● **Work task**:
Where a line holds the word "column", copy it from the records.

● **Input**:

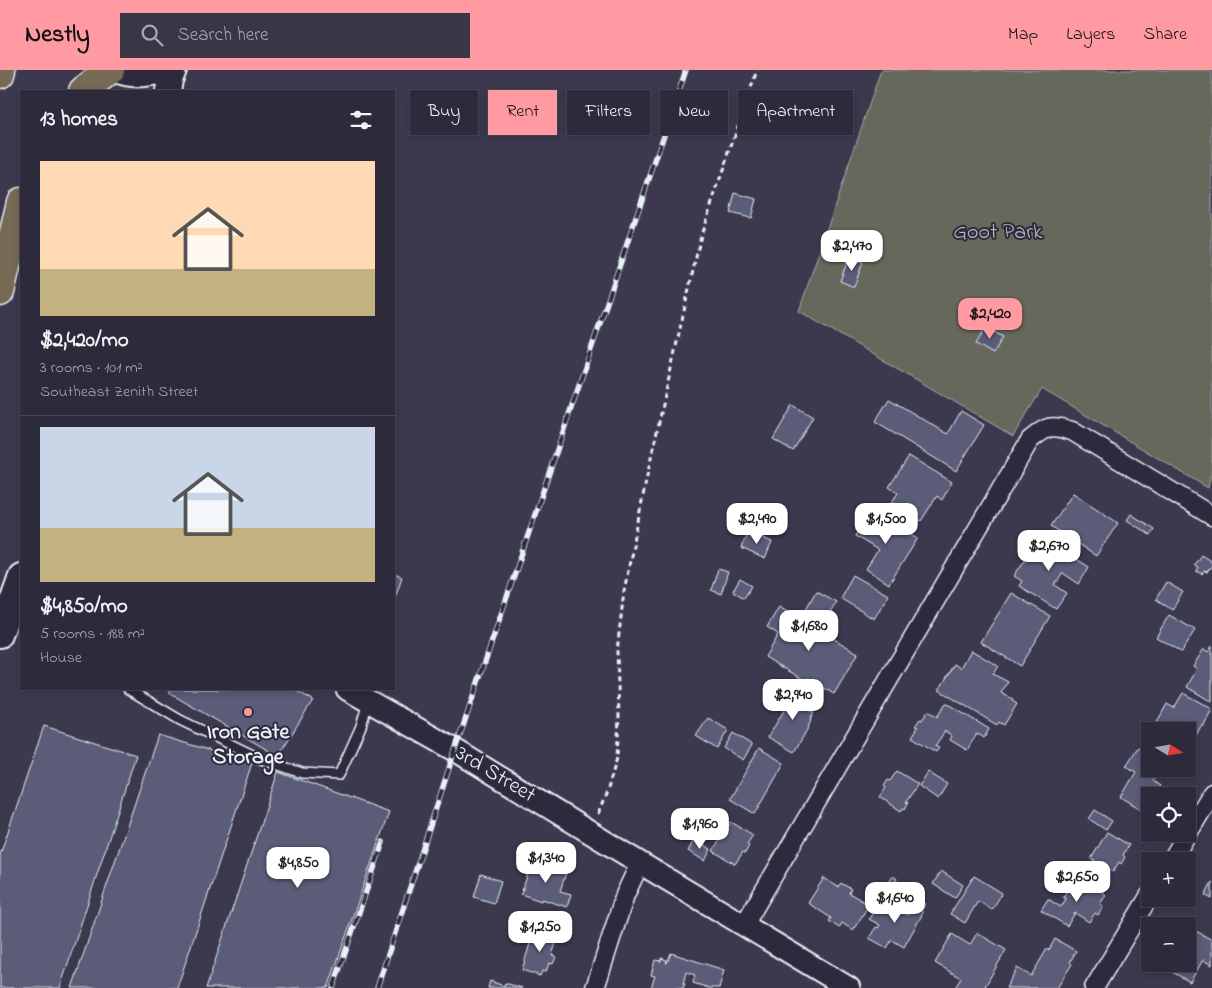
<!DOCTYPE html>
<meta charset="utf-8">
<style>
:root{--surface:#2d2b3b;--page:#393746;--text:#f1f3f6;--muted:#a7a7af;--line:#484755;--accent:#ff9aa2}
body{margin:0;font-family:"Indie Flower",sans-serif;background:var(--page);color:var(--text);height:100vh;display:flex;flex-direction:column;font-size:19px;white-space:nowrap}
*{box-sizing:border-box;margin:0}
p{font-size:16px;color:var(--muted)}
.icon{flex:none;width:28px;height:28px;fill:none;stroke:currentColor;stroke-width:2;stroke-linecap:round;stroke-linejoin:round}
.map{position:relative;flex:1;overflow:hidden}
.sheet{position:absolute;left:20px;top:20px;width:375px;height:600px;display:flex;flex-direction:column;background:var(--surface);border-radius:0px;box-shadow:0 2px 8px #0003,0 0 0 1px var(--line)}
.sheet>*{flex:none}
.guide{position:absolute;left:410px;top:20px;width:475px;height:45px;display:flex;gap:10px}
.needle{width:32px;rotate:101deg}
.tools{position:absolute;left:1141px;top:652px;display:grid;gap:10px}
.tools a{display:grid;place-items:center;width:55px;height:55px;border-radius:0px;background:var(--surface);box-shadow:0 2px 8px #0003,0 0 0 1px var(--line);font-size:25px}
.price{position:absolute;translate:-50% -42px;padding:0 11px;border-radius:10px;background:#fff;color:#222;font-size:16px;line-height:32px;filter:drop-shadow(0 1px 2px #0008)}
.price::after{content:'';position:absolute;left:50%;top:30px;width:15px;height:11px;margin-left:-8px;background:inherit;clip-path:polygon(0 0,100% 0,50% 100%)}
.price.active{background:var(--accent);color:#111}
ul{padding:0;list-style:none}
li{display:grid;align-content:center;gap:10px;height:265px;padding:0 20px}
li+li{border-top:1px solid var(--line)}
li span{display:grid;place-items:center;height:155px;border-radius:0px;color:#555}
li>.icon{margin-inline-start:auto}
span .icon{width:90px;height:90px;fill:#fffc;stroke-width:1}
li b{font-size:21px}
h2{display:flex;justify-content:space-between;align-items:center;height:60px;padding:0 20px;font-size:21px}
.tag{padding:0 18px;border-radius:0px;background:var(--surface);box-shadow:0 2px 8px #0003,0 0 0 1px var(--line);font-size:18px;line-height:45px}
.tag.active{background:var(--accent);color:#111}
header{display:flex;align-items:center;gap:30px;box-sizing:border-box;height:70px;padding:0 25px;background:var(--accent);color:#111}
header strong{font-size:24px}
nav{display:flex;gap:28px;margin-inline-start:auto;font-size:18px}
.search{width:350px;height:45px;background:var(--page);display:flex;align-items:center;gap:12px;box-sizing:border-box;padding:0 18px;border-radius:0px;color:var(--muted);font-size:19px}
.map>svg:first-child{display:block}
.green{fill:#65685a;stroke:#a6aca9}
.building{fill:#5a5c78;stroke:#e8f1f8}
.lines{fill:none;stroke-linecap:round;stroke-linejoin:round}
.service-casing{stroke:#e8f1f8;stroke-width:12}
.minor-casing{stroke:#e8f1f8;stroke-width:21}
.tertiary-casing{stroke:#e8f1f8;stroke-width:25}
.secondary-casing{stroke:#e8f1f8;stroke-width:28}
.trunk-casing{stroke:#e8f1f8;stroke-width:31}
.path{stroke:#e8f1f8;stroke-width:3;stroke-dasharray:5 4;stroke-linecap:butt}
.service{stroke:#2f2a3d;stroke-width:9}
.minor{stroke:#2f2a3d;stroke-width:18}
.tertiary{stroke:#2f2a3d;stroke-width:21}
.secondary{stroke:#2f2a3d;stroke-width:24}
.trunk{stroke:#776a54;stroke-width:28}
.rail-casing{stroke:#e8f1f8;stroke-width:5.5}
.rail{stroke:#2f2a3d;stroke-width:4;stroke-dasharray:11;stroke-linecap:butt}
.poi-dot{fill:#ff9aa2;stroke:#2f2a3d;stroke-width:2}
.labels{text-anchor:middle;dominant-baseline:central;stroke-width:4;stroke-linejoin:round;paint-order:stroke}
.park-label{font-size:22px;fill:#b4bab9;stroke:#2f2a3d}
.poi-label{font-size:22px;font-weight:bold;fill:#e8f1f8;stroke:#2f2a3d}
.street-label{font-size:22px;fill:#e8f1f8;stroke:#2f2a3d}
</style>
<header>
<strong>Nestly</strong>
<div class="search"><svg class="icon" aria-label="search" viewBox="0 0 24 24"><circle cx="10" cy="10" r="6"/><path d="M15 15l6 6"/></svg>Search here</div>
<nav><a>Map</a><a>Layers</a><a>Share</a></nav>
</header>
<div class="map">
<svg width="1212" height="918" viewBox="0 0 1212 918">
<rect width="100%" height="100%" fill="#3c394f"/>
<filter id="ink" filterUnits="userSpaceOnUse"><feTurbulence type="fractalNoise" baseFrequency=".02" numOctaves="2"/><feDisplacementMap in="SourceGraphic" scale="10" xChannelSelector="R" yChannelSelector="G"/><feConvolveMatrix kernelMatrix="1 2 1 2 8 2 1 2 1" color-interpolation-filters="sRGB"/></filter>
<g filter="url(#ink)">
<path class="green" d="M881 0H1212V400L1208 418 1042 319 1013 366 799 241Z"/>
<path class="building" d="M735 123 756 129 751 148 730 143Z
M849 187 863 192 854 217 840 211Z
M986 257 1003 267 993 284 976 274Z
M889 329 948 364 961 341 984 355 956 401 875 352Z
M793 335 813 347 793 381 773 369Z
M909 386 952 412 942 430 937 426 921 451 891 433 898 423 889 417Z
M1073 423 1118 453 1096 486 1051 456Z
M871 439 918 468 889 514 866 499 878 480 855 466Z
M1131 444 1154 459 1150 465 1127 450Z
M748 461 772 472 765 489 741 478Z
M1042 467 1089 497 1079 514 1063 503 1055 515 1067 523 1056 539 1019 516 1022 511 1014 506 1028 485 1030 486Z
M1201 485 1212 492V495L1207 502 1204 501 1202 504 1196 501 1198 497 1194 495Z
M718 499 728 502 721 524 711 520Z
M394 504 402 507 394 530Z
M853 505 888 525 874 549 840 528Z
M740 509 752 516 744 528 733 521Z
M1166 512 1183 522 1172 540 1156 529Z
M816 521 836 532 826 550 806 539Z
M1011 523 1050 546 1020 596 981 572Z
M779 537 858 583 834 624 808 608 806 611 765 587 778 564 767 557Z
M1169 545 1195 560 1181 582 1156 567Z
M1212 576V632L1187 617 1197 599 1193 596 1204 579 1208 582Z
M971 580 998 596 993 604 1008 612 1001 623 1013 629 1012 631 1017 634 1004 655 999 652 997 655 939 620 955 594 961 598Z
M790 615 806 624 802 631 810 636 808 640 814 643 810 650H811L808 658 794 682 768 667 791 629 784 625Z
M172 619H293L313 630 278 686 169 623Z
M1183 623 1212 639 1203 657 1201 656 1188 680V661H1163L1166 657 1157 652 1167 634 1174 638Z
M946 633 989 659 984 668 977 663 967 680 950 670 952 666 945 661 935 676 939 678 936 682 912 667 918 657 915 656 920 649 922 650 928 641 937 647Z
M708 648 728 660 717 679 696 666Z
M44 656 136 685 60 918H0V785Z
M733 663 752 675 743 690 724 678Z
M158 665 252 693 177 918H72Z
M1138 677 1150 685V699H1161L1153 711 1160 716 1155 726H1150V738L1147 736 1144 741 1121 727 1136 702 1126 696Z
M759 678 784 693 755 744 730 729Z
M897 701 918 714 906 732 908 733 905 739 903 738 901 741 880 727 886 718 884 716 888 710 890 711Z
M278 702 389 742 328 918H206Z
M928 702 947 714 938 729 919 716Z
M1095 740 1112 751 1106 760 1089 749Z
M731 752 753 765 747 774 749 776 745 783 743 782 735 794 713 781Z
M1107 762 1129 775 1123 785 1125 787 1121 794 1119 792 1113 802 1091 789Z
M694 770 711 779 705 791 688 781Z
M533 789 567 800 560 821 571 824 567 837 542 829 541 831 521 824Z
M941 801 963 815 955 828 933 814Z
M481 804 501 811 494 833 474 827Z
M893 806 897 809 893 815 899 819 893 830 886 826 888 821 885 819Z
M974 806 1002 823 992 840 978 831 965 853 950 844Z
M1076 806 1090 815 1091 813 1103 821 1102 822 1106 825 1100 834 1103 836 1098 845 1095 843 1089 852 1075 843 1067 856 1041 840 1048 829 1061 837 1066 829 1063 827Z
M824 808 838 817 841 813 851 819 849 823 869 835 853 860 842 853 839 858 829 851 831 848 808 833Z
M1212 812V829L1205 825Z
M879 831 891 837 892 836 908 845 913 836 915 837 919 831 925 834 921 842 923 843 904 877 892 870 887 878 869 868 876 857 878 858 880 855 869 849Z
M1186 856H1187L1212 870V895L1203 890 1190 912 1167 899 1170 894H1188V856Z
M534 860 558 867 552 885 556 887 553 894 549 893 546 902 542 901 540 906 522 900Z
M977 863 1006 880 984 918H955L961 908 935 893 952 864 970 875Z
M1055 869 1076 881 1070 892 1072 894 1057 918H1006L1017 898 1031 906 1047 879 1049 880Z
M671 883 724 900 719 918H709L693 913 695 905 686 902 683 914H685L683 918H651L655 906 651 905 655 890 661 891V888L667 890 666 893H667Z
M490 911 504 916 505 913 522 918H488Z"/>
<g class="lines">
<defs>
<path id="service" d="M128 619 180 650 261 689 302 703 339 705 361 656 368 632"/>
<path id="minor" d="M1188 763 1212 723
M1171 791 1187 764
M744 855 1030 370C1048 356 1050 354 1072 361L1212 446
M595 918 625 825 640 793
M1094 918 1150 825"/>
<path id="tertiary" d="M347 619 455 680 640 793 849 918"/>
<path id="secondary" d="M116 0C132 7 148 5 164 0
M168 21 170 10 174 0
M0 565 21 506"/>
<path id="trunk" d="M0 4 1 0
M83 21 110 0
M0 222 21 132"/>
</defs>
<use href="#service" class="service-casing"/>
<use href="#minor" class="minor-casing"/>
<use href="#tertiary" class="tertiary-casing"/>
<use href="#secondary" class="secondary-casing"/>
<use href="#trunk" class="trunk-casing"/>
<path class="path" d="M598 744 607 722 617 688 619 646 617 581 624 521 647 406 701 165 757 0"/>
<use href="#service" class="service"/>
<use href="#minor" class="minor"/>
<use href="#tertiary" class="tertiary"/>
<use href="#secondary" class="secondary"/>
<use href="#trunk" class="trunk"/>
<defs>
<path id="rail" d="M333 918 383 772
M377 918 455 680 686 0"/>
</defs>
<use href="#rail" class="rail-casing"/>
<use href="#rail" class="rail"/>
</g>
</g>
<circle class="poi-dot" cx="248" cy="642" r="5"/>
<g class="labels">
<g class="park-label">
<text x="998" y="163">Goot Park</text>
</g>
<g class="poi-label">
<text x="248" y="663">Iron Gate<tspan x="248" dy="25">Storage</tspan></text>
</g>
<g class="street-label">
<text transform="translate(495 705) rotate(31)">3rd Street</text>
</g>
</g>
</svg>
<div class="tools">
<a><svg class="needle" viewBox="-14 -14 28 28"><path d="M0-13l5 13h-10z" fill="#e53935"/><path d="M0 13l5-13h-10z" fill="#a7a7af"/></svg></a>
<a><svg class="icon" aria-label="locate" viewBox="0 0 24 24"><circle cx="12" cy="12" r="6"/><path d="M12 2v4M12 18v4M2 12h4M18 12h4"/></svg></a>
<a>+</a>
<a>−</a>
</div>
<b class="price" style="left:852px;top:202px">$2,470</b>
<b class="price active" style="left:990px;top:270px">$2,420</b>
<b class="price" style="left:757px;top:475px">$2,490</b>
<b class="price" style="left:886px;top:475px">$1,500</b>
<b class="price" style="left:1049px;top:502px">$2,670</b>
<b class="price" style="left:809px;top:582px">$1,680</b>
<b class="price" style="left:793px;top:651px">$2,940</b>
<b class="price" style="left:700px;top:780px">$1,960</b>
<b class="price" style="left:546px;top:814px">$1,340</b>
<b class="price" style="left:298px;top:819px">$4,850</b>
<b class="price" style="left:1077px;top:833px">$2,650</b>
<b class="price" style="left:895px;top:854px">$1,640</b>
<b class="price" style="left:540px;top:883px">$1,250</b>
<div class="guide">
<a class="tag">Buy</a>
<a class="tag active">Rent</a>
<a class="tag">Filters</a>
<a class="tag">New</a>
<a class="tag">Apartment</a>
</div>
<section class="sheet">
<h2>13 homes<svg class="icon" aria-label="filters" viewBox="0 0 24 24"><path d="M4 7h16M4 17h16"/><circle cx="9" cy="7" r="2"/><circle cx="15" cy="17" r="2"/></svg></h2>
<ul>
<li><span style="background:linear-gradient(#ffd9b3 70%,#c2b280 0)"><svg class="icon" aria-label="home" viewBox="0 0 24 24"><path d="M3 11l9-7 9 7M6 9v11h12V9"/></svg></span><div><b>$2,420/mo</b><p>3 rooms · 101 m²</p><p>Southeast Zenith Street</p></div></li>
<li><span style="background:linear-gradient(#c9d6e8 65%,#c2b280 0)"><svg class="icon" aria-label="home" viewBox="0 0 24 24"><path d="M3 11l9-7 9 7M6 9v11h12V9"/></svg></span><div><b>$4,850/mo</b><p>5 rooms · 188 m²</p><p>House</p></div></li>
</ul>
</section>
</div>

● **Response to this exercise**:
body{margin:0;font-family:"Indie Flower",sans-serif;background:var(--page);color:var(--text);height:100vh;display:flex;flex-direction:column;font-size:19px;white-space:nowrap}
.sheet{position:absolute;left:20px;top:20px;width:375px;height:600px;display:flex;flex-direction:column;background:var(--surface);border-radius:0px;box-shadow:0 2px 8px #0003,0 0 0 1px var(--line)}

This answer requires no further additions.